Empire is an epic black-and-white silent film that consists of one stationary shot of the Empire State Building taken from the forty-fourth floor of the Time-Life Building in midtown Manhattan. Without characters or a traditional narrative, the work’s aesthetic objective is to explore the passage of time.
The avant-garde filmmaker Jonas Mekas served as Warhol’s cameraman for Empire, which was made from standard twelve-hundred-foot rolls of 16mm film. A flash of light marks the end of each roll, establishing a sense of time as the film unfolds over eight-plus hours. Warhol envisioned a novel connection between viewer and film with Empire and other of his silent film works, which are often lengthy and unedited. Many were intended to be a part of a larger environment that may have included a live musical performance or an elaborate light show. There is a distinct connection between Empire and Warhol’s famous silkscreen paintings: they share rough edges, the repetition of images, and an overt acknowledgment of their materials and the process of their making. In 2004 Empire was added to the United States’ National Film Registry in recognition of its cultural significance.
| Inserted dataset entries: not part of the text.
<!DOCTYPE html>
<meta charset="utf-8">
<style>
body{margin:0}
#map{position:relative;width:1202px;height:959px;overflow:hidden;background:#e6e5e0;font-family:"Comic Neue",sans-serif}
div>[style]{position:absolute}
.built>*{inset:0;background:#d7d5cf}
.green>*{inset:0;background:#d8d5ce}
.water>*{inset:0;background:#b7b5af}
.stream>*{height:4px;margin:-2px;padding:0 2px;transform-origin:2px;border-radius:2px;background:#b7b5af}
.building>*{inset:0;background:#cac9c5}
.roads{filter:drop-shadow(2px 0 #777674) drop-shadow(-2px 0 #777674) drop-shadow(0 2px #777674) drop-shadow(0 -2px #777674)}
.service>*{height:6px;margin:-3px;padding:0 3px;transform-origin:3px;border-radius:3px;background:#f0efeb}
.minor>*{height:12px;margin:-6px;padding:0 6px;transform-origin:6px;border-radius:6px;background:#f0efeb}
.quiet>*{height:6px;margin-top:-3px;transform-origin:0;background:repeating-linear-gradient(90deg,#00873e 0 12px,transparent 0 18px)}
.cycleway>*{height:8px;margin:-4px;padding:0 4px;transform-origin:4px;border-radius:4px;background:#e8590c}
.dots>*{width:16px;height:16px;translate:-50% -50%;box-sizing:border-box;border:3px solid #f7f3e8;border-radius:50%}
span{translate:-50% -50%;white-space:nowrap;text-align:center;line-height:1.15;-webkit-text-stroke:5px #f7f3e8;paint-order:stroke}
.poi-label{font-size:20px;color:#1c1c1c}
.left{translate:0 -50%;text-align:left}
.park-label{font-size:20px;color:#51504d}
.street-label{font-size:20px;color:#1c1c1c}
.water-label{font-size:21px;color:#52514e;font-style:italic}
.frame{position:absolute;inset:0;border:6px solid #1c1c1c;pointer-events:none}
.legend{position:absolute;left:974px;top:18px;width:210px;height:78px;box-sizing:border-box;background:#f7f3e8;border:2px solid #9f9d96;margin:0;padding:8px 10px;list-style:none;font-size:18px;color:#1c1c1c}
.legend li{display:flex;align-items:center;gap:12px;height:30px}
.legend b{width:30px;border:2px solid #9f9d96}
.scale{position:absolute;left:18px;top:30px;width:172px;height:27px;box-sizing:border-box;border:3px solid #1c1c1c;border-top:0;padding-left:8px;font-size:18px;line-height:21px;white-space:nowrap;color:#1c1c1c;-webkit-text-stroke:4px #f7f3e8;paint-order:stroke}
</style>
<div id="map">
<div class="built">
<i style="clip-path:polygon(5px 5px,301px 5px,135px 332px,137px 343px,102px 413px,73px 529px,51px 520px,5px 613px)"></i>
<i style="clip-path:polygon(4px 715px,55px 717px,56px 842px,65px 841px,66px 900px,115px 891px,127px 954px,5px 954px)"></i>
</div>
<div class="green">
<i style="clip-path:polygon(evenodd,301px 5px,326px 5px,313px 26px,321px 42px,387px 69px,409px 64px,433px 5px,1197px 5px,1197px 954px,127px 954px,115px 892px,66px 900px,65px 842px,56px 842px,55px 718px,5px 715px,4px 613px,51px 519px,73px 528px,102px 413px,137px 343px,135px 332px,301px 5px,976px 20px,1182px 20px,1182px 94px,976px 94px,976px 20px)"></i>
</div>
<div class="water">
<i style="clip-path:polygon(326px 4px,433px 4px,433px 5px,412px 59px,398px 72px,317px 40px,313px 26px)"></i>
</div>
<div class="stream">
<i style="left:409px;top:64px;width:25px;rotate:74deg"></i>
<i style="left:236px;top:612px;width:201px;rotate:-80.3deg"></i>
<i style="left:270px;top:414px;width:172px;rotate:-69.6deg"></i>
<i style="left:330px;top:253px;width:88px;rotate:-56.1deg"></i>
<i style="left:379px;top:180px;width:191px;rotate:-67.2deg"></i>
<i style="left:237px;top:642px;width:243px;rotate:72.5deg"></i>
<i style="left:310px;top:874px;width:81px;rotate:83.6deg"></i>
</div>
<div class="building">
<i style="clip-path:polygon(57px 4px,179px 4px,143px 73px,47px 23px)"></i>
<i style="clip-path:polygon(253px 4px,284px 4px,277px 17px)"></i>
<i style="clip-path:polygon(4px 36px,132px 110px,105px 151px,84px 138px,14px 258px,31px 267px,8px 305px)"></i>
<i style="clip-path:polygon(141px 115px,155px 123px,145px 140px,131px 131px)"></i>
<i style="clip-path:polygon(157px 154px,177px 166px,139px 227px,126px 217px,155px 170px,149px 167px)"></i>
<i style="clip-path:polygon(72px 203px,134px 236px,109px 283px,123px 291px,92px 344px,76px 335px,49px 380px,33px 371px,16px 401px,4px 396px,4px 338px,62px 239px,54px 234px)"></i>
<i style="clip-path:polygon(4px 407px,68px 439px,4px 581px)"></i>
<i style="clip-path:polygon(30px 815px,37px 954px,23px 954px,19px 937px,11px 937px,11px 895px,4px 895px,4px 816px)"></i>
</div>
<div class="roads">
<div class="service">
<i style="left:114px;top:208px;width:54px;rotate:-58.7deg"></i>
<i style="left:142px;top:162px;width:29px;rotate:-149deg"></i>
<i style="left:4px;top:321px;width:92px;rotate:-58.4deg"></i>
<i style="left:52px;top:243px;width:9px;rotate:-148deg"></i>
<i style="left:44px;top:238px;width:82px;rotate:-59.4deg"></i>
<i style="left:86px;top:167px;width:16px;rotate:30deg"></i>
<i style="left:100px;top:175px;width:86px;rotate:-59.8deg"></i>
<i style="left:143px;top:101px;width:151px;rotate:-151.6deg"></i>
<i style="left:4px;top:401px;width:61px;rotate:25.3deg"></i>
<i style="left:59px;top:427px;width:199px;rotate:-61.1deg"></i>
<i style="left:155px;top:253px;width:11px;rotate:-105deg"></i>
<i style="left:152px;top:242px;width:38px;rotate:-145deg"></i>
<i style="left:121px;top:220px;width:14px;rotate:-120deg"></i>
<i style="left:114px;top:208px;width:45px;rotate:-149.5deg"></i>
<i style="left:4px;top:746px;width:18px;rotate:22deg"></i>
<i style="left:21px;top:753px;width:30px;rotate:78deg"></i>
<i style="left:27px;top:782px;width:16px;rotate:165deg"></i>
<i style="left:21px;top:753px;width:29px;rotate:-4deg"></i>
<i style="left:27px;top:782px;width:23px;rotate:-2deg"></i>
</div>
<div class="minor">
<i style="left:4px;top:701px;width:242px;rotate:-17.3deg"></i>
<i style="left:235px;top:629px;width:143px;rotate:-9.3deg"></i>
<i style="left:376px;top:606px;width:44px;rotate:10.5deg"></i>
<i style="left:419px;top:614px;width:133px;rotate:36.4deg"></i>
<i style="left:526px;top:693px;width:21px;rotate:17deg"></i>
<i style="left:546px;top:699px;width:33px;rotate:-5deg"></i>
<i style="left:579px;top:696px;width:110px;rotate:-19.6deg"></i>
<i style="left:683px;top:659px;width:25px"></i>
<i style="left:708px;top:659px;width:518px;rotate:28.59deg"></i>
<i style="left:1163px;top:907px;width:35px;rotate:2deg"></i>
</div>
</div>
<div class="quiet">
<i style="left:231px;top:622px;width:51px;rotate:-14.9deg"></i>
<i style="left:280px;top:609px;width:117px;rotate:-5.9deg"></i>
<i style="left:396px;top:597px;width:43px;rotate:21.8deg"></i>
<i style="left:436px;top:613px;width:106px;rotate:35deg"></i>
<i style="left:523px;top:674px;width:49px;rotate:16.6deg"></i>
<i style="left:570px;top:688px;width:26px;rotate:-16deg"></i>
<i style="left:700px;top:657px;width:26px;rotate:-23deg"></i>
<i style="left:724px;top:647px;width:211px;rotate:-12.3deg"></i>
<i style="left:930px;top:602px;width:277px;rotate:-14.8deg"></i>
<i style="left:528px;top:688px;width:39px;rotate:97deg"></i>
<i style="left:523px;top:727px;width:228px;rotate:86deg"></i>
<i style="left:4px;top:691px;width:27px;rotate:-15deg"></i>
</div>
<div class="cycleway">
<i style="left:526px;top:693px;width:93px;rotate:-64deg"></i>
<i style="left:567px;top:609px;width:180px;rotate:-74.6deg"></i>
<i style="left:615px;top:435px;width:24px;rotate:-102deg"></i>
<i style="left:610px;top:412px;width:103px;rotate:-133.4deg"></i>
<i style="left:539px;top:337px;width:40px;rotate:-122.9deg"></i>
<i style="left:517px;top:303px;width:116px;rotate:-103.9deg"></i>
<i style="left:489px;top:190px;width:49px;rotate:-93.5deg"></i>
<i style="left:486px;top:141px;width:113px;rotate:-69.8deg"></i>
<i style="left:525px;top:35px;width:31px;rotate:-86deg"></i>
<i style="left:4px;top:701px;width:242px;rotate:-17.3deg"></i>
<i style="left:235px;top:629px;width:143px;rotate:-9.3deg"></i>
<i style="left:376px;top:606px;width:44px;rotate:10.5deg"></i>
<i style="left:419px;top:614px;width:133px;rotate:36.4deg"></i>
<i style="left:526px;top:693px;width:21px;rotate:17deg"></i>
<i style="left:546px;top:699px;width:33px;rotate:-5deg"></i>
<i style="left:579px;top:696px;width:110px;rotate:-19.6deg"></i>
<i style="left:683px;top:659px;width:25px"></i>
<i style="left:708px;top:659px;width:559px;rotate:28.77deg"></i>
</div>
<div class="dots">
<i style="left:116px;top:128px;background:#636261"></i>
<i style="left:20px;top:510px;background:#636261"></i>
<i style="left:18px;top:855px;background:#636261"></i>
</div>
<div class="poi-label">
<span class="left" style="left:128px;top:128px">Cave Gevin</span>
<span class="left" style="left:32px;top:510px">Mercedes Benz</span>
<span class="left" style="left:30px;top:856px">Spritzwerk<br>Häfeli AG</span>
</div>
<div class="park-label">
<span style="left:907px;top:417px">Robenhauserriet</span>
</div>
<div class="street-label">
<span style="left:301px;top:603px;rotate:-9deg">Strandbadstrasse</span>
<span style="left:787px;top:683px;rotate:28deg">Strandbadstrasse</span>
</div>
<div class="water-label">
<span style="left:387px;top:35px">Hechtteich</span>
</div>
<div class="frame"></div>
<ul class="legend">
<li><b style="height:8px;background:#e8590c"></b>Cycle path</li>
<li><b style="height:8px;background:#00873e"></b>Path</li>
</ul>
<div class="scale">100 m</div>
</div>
Publication excerpt from MoMA Highlights: 375 Works from The Museum of Modern Art, New York (New York: The Museum of Modern Art, 2019)
Empire consists of a single stationary shot of the Empire State Building filmed from 8:06 p.m. to 2:42 a.m., July 25–26, 1964. The eight-hour, five-minute film, which is typically shown in a theater, lacks a traditional narrative or characters. The passage from daylight to darkness becomes the film’s narrative, while the protagonist is the iconic building that was (and is again) the tallest in New York City. Warhol lengthened Empire's running time by projecting the film at a speed of sixteen frames per second, slower than its shooting speed of twenty-four frames per second, thus making the progression to darkness almost imperceptible. Non-events such as a blinking light at the top of a neighboring building mark the passage of time. According to Warhol, the point of this film—perhaps his most famous and influential cinematic work—is to "see time go by."
The work on view is a two hour, twenty-four minute excerpt. The film will be screened in its entirety in the Museum theaters during the run of this exhibition.
Gallery label from Out of Time: A Contemporary View, August 30, 2006–April 9, 2007.
Empire consists of one stationary shot of the Empire State Building taken from the forty-fourth floor of the Time-Life Building. Jonas Mekas served as cameraman. The shot was filmed from 8:06 p.m. to 2:42 a.m. on July 25-26, 1964. Empire consists of a number of one-hundred-foot rolls of film, each separated from the next by a flash of light. Each segment of film constitutes a piece of time. Warhol's clear delineation of the individual segments of film can be likened to the serial repetition of images in his silkscreen paintings, which also acknowledge their process and materials.
Warhol conceived a new relationship of the viewer to film in Empire and other early works, which are silent, explore perception, and establish a new sense of cinematic time. With their disengagement, lack of editing, and lengthy nonevents, these films were intended to be part of a larger environment. They also parody the goals of his avant-garde contemporaries who sought to convey the human psyche through film or used the medium as metaphor.